South Korean pension to buy Gatwick stake

South Korea's National Pension Service will buy a 12% stake in London’s Gatwick Airport from Global Infrastructure Partners for £100m. The UK's price correction makes property in the country a 'good buying opportunity'.

South Korea’s National Pension Service, the world’s fifth-largest pension fund, is close to concluding the purchase of a 12 percent stake in London’s Gatwick Airport, a source close to process has confirmed.

 

London's Gatwick airport

The source said  the sale was always part of Global Infrastructure Partner's (GIP's) plans but did not know if it more divestments were to come. He also added that the South Korean pension was not a previous investor in GIP. Michael McGhee, a partner at GIP, had raised the possibility of an “equity syndication”  last December.

GIP followed a similar strategy after it acquired London's City airport, selling a 25 percent stake in the airport to New-York's Highstar Capital.
 
Jun Kwang-woo, the Korean pension’s chairman, told the Financial Times in an interview that the investment would cost it a little under £100 million (€114 million; $159 million).

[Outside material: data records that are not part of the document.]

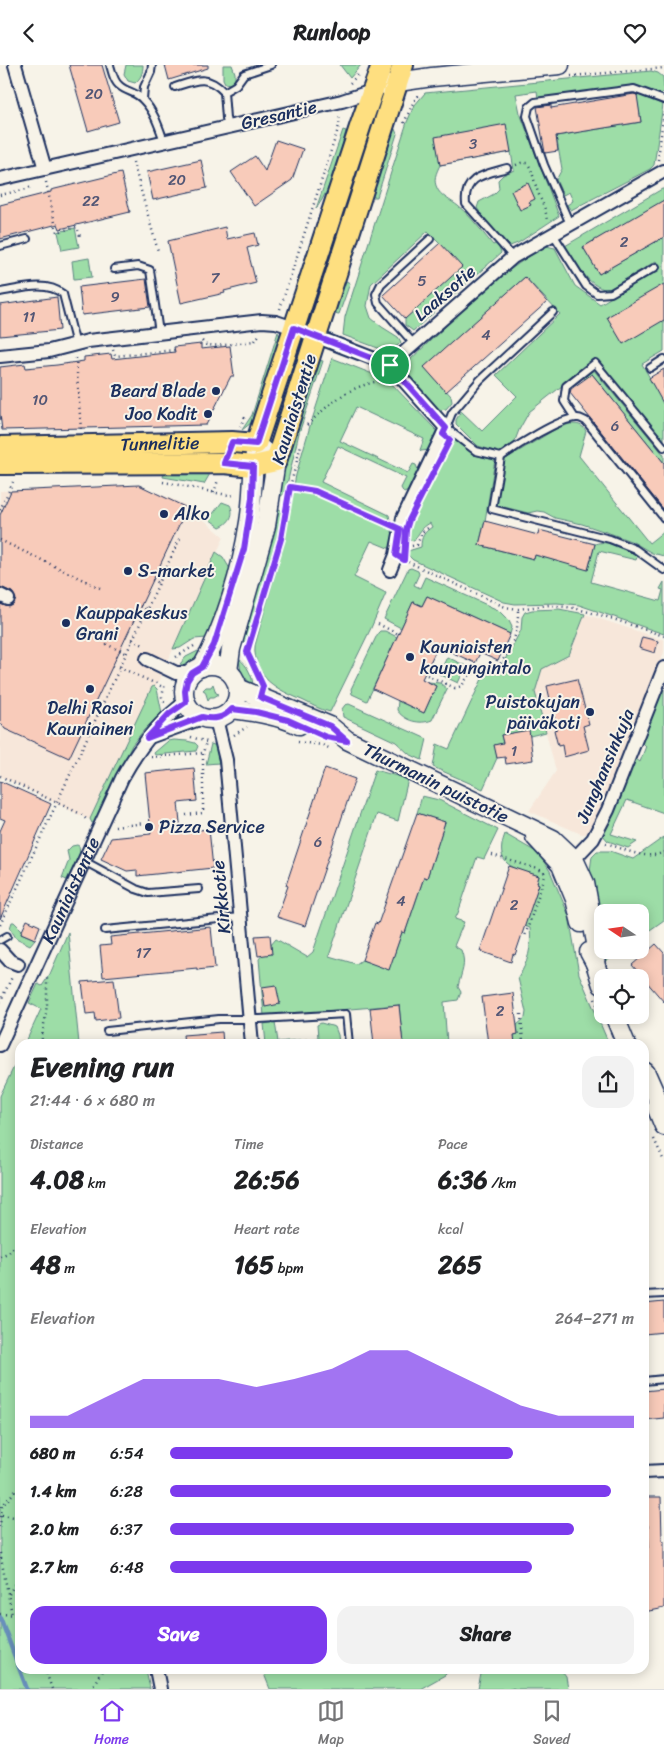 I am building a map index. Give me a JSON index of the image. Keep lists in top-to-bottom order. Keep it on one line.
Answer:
{"streets":{"main road":["Gresantie","Kauniaistentie","Tunnelitie","Thurmanin puistotie"],"street":["Laaksotie","Junghansinkuja","Kirkkotie"]},"crossings":[["Gresantie","Kauniaistentie"],["Kauniaistentie","Tunnelitie"],["Kauniaistentie","Thurmanin puistotie"],["Kauniaistentie","Kirkkotie"],["Junghansinkuja","Thurmanin puistotie"],["Thurmanin puistotie","Kirkkotie"]],"places":["Beard Blade","Joo Kodit","Alko","S-market","Kauppakeskus Grani","Kauniaisten kaupungintalo","Delhi Rasoi Kauniainen","Puistokujan päiväkoti","Pizza Service"],"house_numbers":["20","3","20","22","2","7","5","9","11","4","10","6","1","6","4","2","17","2"],"north":"left","page":{"header":"Runloop","heading":["Evening run","21:44 · 6 × 680 m"],"stats":[["Distance","4.08 km"],["Time","26:56"],["Pace","6:36 /km"],["Elevation","48 m"],["Heart rate","165 bpm"],["kcal","265"]],"chart":["Elevation","264–271 m"],"list":[{"name":"680 m","note":"6:54"},{"name":"1.4 km","note":"6:28"},{"name":"2.0 km","note":"6:37"},{"name":"2.7 km","note":"6:48"}],"buttons":["Save","Share"],"tabs":["Home","Map","Saved"]}} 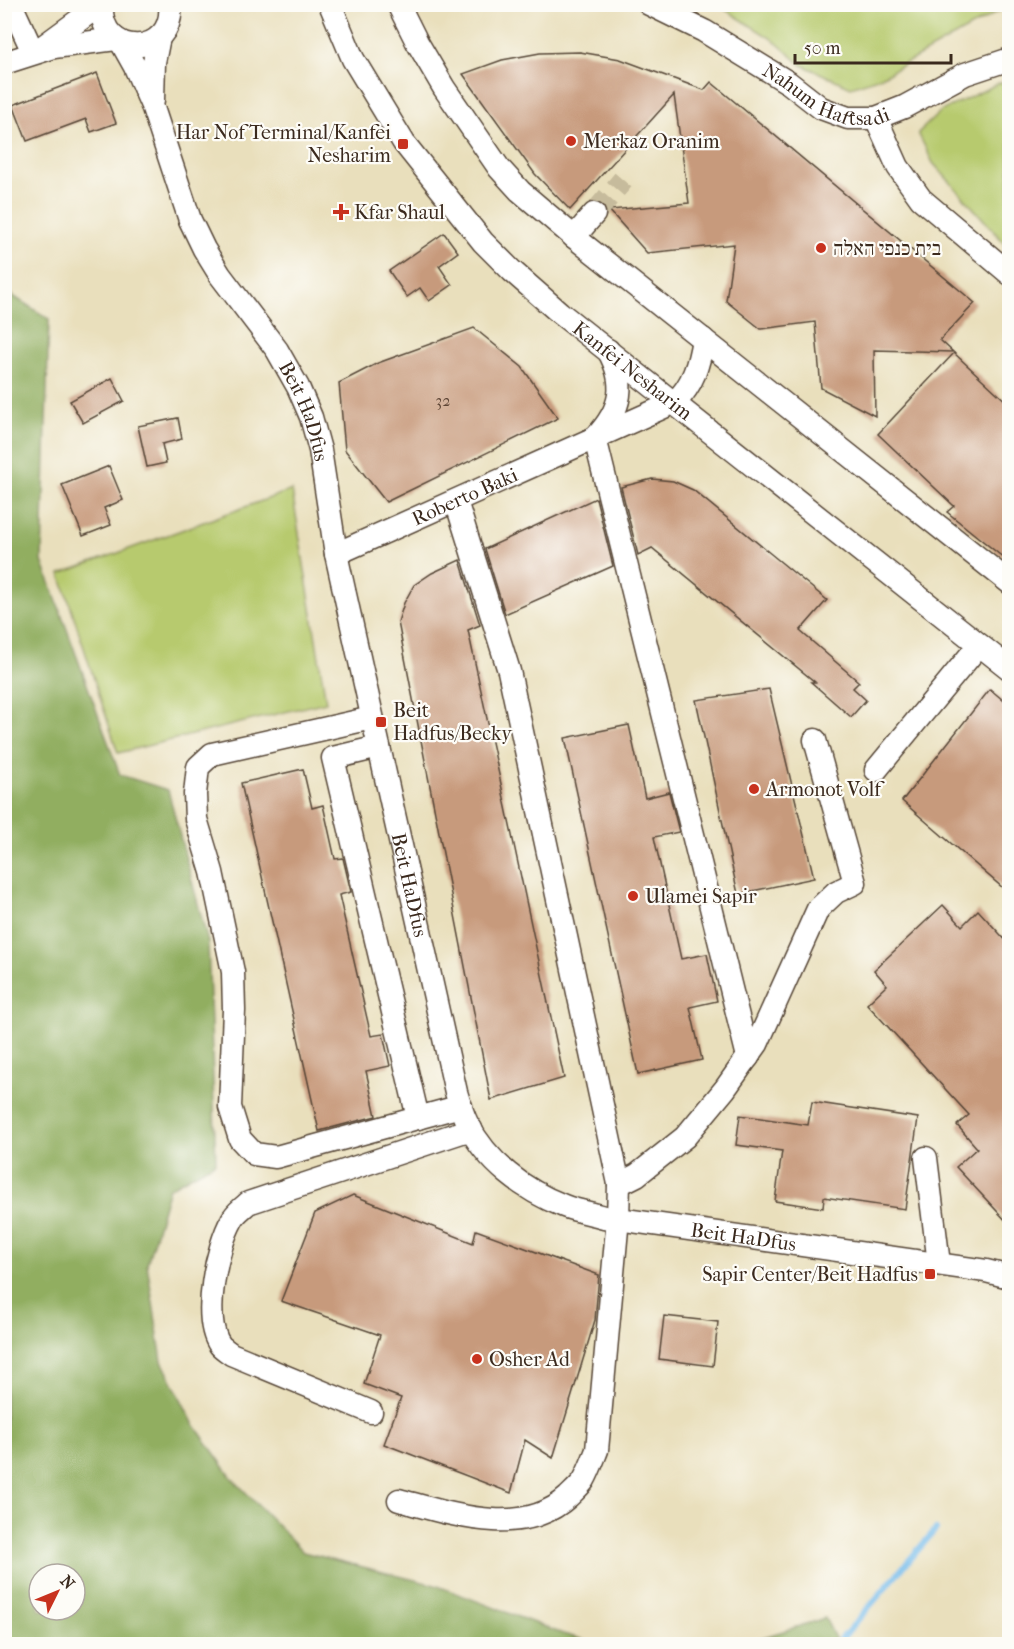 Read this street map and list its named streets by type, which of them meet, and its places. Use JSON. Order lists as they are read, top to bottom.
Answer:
{
  "streets": {
    "street": [
      "Nahum Haftsadi",
      "Kanfei Nesharim",
      "Beit HaDfus",
      "Roberto Baki"
    ]
  },
  "crossings": [
    ["Kanfei Nesharim", "Roberto Baki"],
    ["Beit HaDfus", "Roberto Baki"]
  ],
  "places": {
    "other": [
      "Merkaz Oranim",
      "בית כנפי האלה",
      "Armonot Volf",
      "Ulamei Sapir",
      "Osher Ad"
    ],
    "transit": ["Har Nof Terminal/Kanfei Nesharim", "Beit Hadfus/Becky", "Sapir Center/Beit Hadfus"],
    "health": ["Kfar Shaul"]
  },
  "house_numbers": ["32"],
  "scale_bar": "50 m",
  "north": "top right"
} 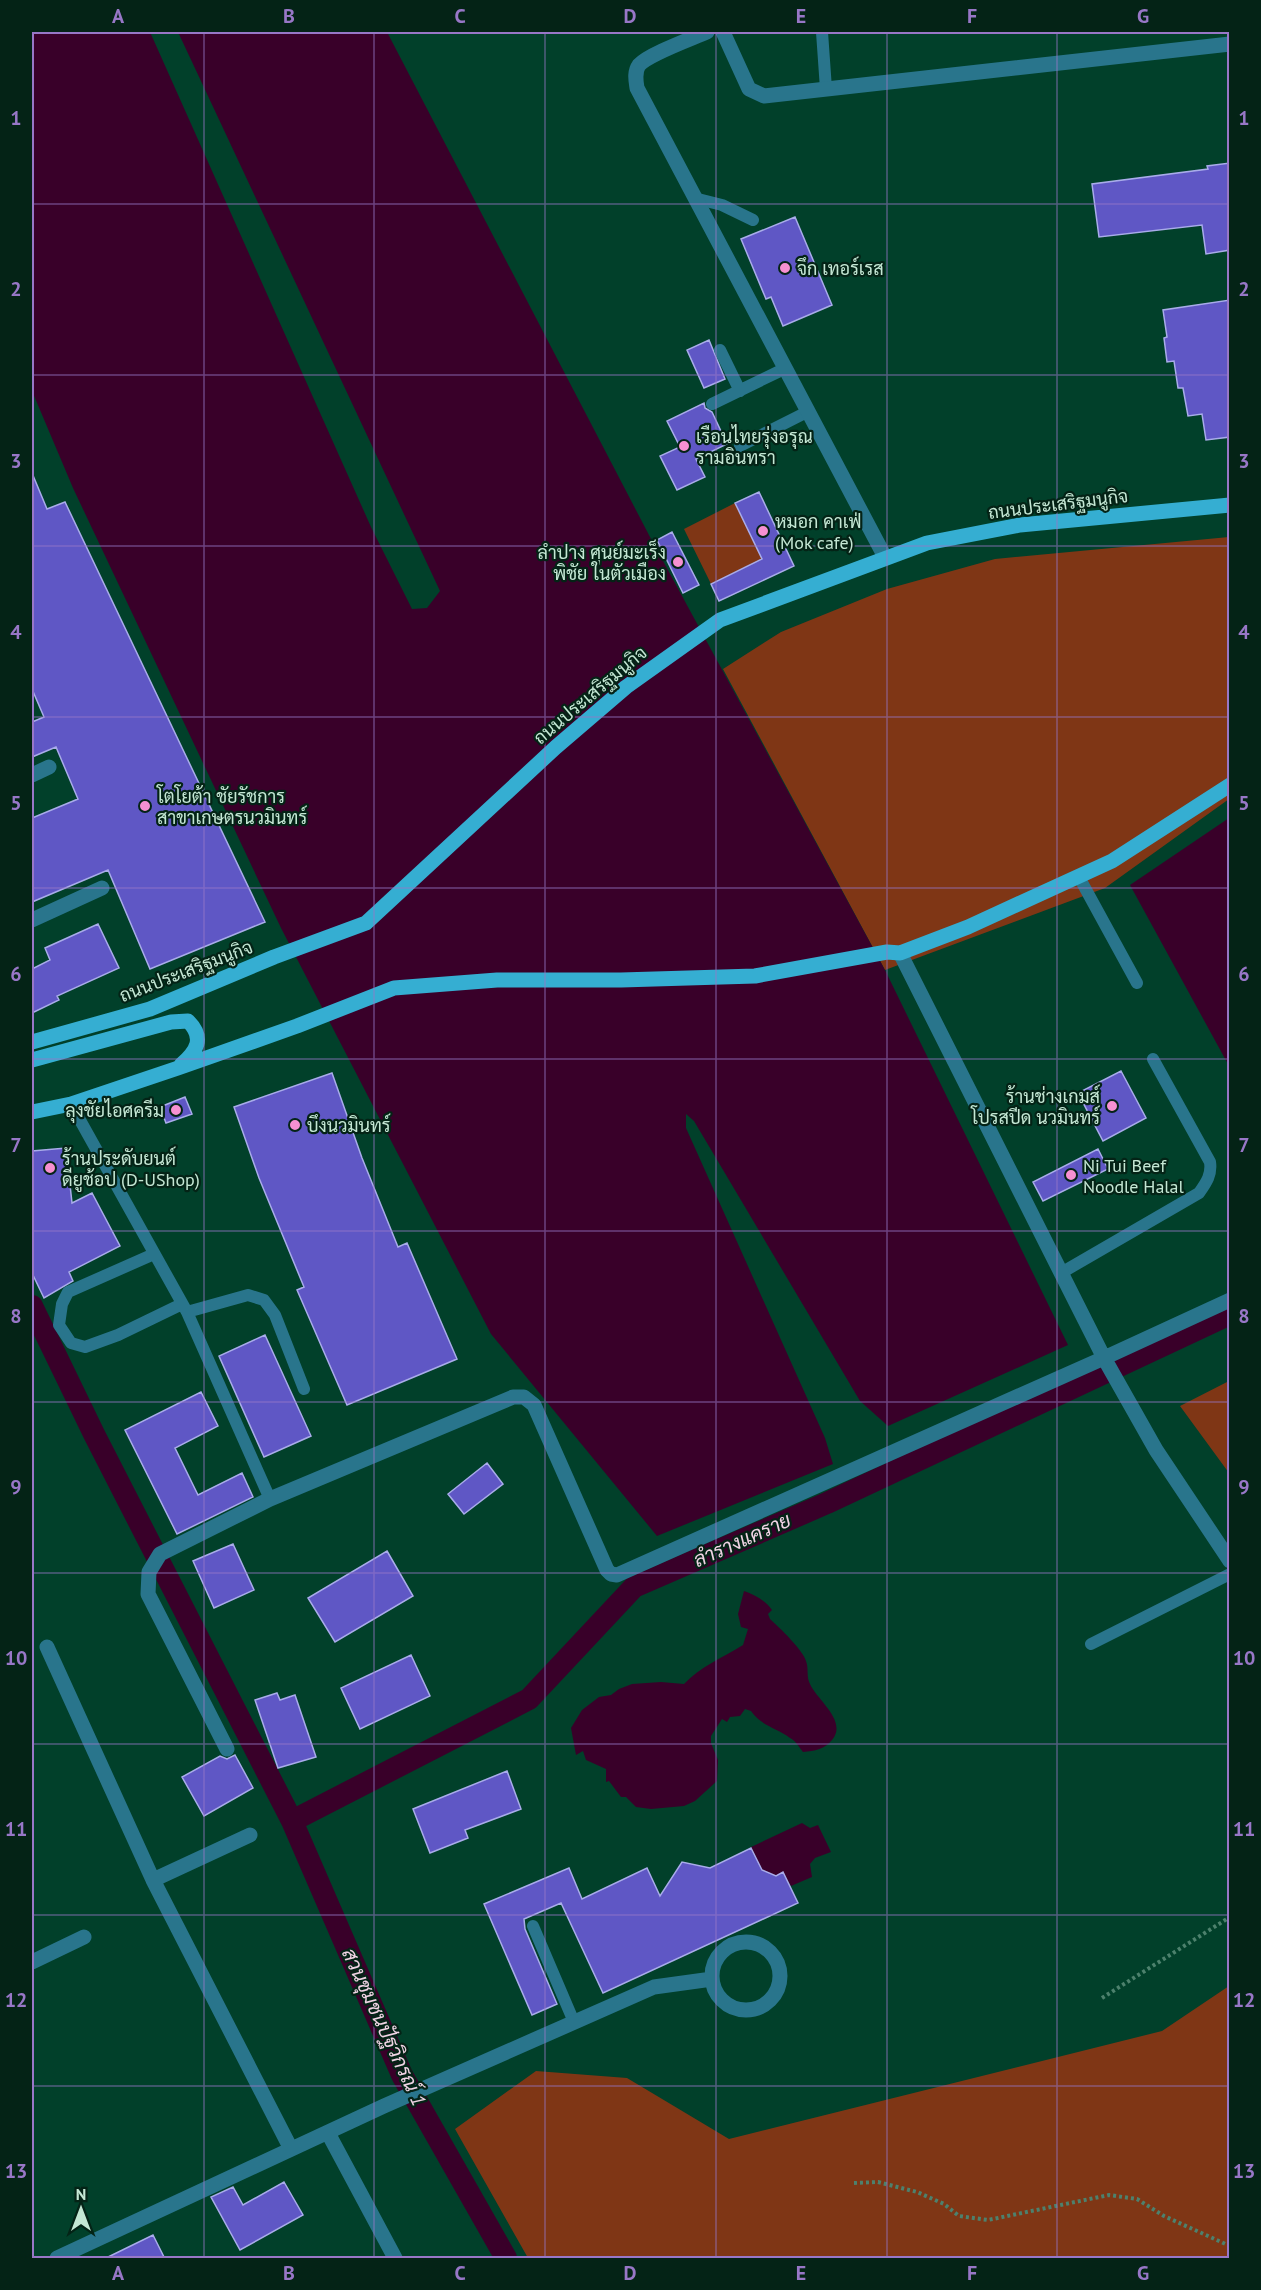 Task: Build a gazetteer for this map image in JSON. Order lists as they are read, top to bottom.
{
  "streets": {
    "main road": ["ถนนประเสริฐมนูกิจ"]
  },
  "water": ["ลำรางแคราย", "สวนชุมชนปัฐวิกรณ์ 1"],
  "places": [
    "จึก เทอร์เรส",
    "เรือนไทยรุ่งอรุณ รามอินทรา",
    "หมอก คาเฟ่ (Mok cafe)",
    "ลำปาง ศูนย์มะเร็ง พิชัย ในตัวเมือง",
    "โตโยต้า ชัยรัชการ สาขาเกษตรนวมินทร์",
    "ร้านช่างเกมส์ โปรสปีด นวมินทร์",
    "ลุงชัยไอศครีม",
    "บึงนวมินทร์",
    "ร้านประดับยนต์ ดียูช้อป (D-UShop)",
    "Ni Tui Beef Noodle Halal"
  ],
  "north": "top",
  "grid": {
    "columns": [
      "A",
      "B",
      "C",
      "D",
      "E",
      "F",
      "G"
    ],
    "rows": [
      "1",
      "2",
      "3",
      "4",
      "5",
      "6",
      "7",
      "8",
      "9",
      "10",
      "11",
      "12",
      "13"
    ]
  }
}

A spokesman for the pension subsequently confirmed the purchase to Reuters and said an agreement would be signed next week. A spokesman for GIP did not comment on the news.
 

If you look at the property market around the world, according to our analysis, Great Britain has already undergone quite a substantial correction, more substantial than many other places around the globe.

Jun Kwang-woo, National Pension Service of Korea chairman

Gatwick airport was sold by Spanish group Ferrovial late last year to GIP for £1.51 billion. That price was a discount from its £1.8 billion regulated asset value and a far cry from the £3 billion analysts said it could have fetched before air travel took a turn for the worse. 
 
Kwang-woo said that 45 percent of the transaction price will be financed with bank debt. He said the Gatwick stake was part of the pension’s effort to quadruple its international exposure. The pension aims to expand its overall portfolio from $240 billion to $400 billion by 2014 with the UK property market being a prime target.

“We consider that investments in the UK represent a good buying opportunity despite a relatively slow recovery from the global crisis,” Kwang-woo said. “If you look at the property market around the world, according to our analysis, Great Britain has already undergone quite a substantial correction, more substantial than many other places around the globe,” he added.
 
The South Korean pension also plans to increase investments in infrastructure, real estate and private equity funds to 6.4 percent this year from 4.5 percent at the end of last November. The pension first came to the attention of the UK’s financial community last year, when it bought HSBC’s Canary Wharf headquarters for £773 million.